The last part of Bill White’s 2012 Norman E. Zinberg Memorial Lecture from Harvard. Bill says he is not a teacher of these issues about recovery, but still a student. He encourages us all to be students of this rapidly changing ecology of recovery in the US. Bill also looks at what we need to do in the future in relation to recovery and recovery-based care.

‘Recovery: What Do We Know and Where Might We Go?’ by David Best

Dr David Best of Monash University gives the Keynote Speech at the CSARS Conference at the University of Chester in 2014. Well worth watching, particularly as David is one of the world’s leading recovery researchers.

The talk ends after 65 minutes, after which there is a panel discussion.

‘A personal and social model of recovery’ by David Best

Unknown-1Here’s another excellent article from David Best which is essential reading for people trying to facilitate recovery.

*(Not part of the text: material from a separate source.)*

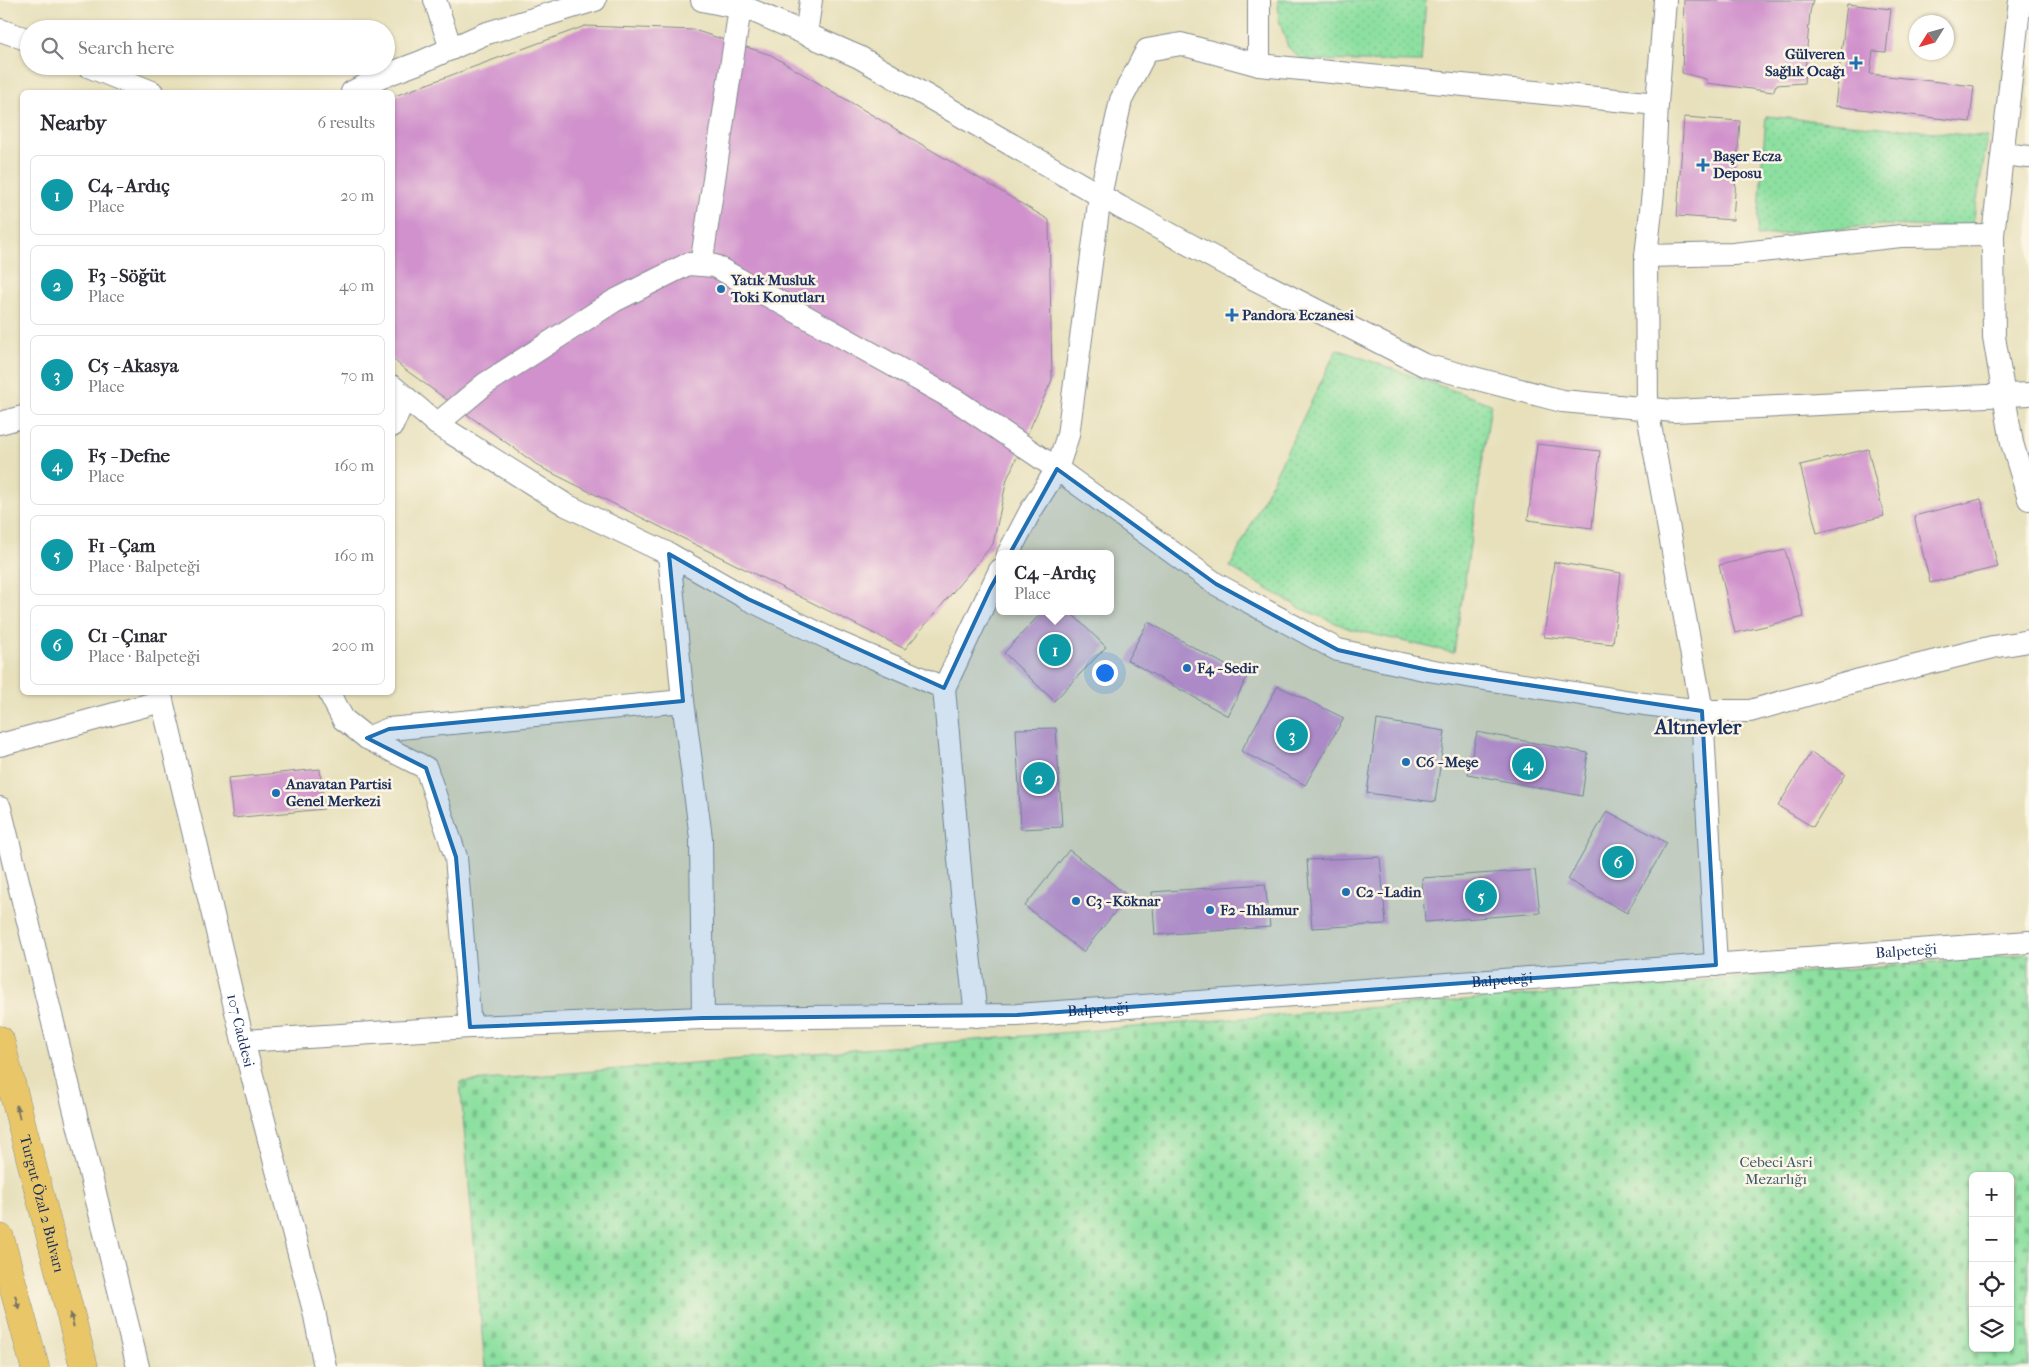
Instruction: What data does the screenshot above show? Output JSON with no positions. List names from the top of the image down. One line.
{"streets":{"highway":["Turgut Özal 2 Bulvarı"],"street":["Balpeteği","107 Caddesi"]},"crossings":[["Balpeteği","107 Caddesi"]],"districts":["Altınevler"],"parks":["Cebeci Asri Mezarlığı"],"places":{"health":["Gülveren Sağlık Ocağı","Başer Ecza Deposu","Pandora Eczanesi"],"other":["Yatık Musluk Toki Konutları","F4 - Sedir","C6 - Meşe","Anavatan Partisi Genel Merkezi","C2 - Ladin","C3 - Köknar","F2 - Ihlamur"]},"north":"bottom left","page":{"search":"Search here","heading":["Nearby","6 results"],"list":[{"mark":"1","name":"C4 - Ardıç","note":"Place","value":"20 m"},{"mark":"2","name":"F3 - Söğüt","note":"Place","value":"40 m"},{"mark":"3","name":"C5 - Akasya","note":"Place","value":"70 m"},{"mark":"4","name":"F5 - Defne","note":"Place","value":"160 m"},{"mark":"5","name":"F1 - Çam","note":"Place · Balpeteği","value":"160 m"},{"mark":"6","name":"C1 - Çınar","note":"Place · Balpeteği","value":"200 m"}],"popup":["C4 - Ardıç","Place"],"pins":["1","3","4","2","6","5"],"map_buttons":["+","−"]}}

‘There has been a subtle change to the role of recovery in UK addictions research, policy and practice in recent years, with a transition from the periphery to centre stage. But it can be argued that, for all the bluster, we still have a limited evidence base and we have not come far in developing an integrated or testable theoretical model.

Humphreys and Lembke (2013) have done a good job in summarising the ‘what works’ of recovery – focusing on three areas: peer-inclusive interventions, recovery housing and mutual-aid groups – so this article will not revisit that evidence.

What I will do is overview three key component parts of a theoretical model of recovery, then draw them together to derive conclusions about what we should do next to make policy and practice stronger in this area.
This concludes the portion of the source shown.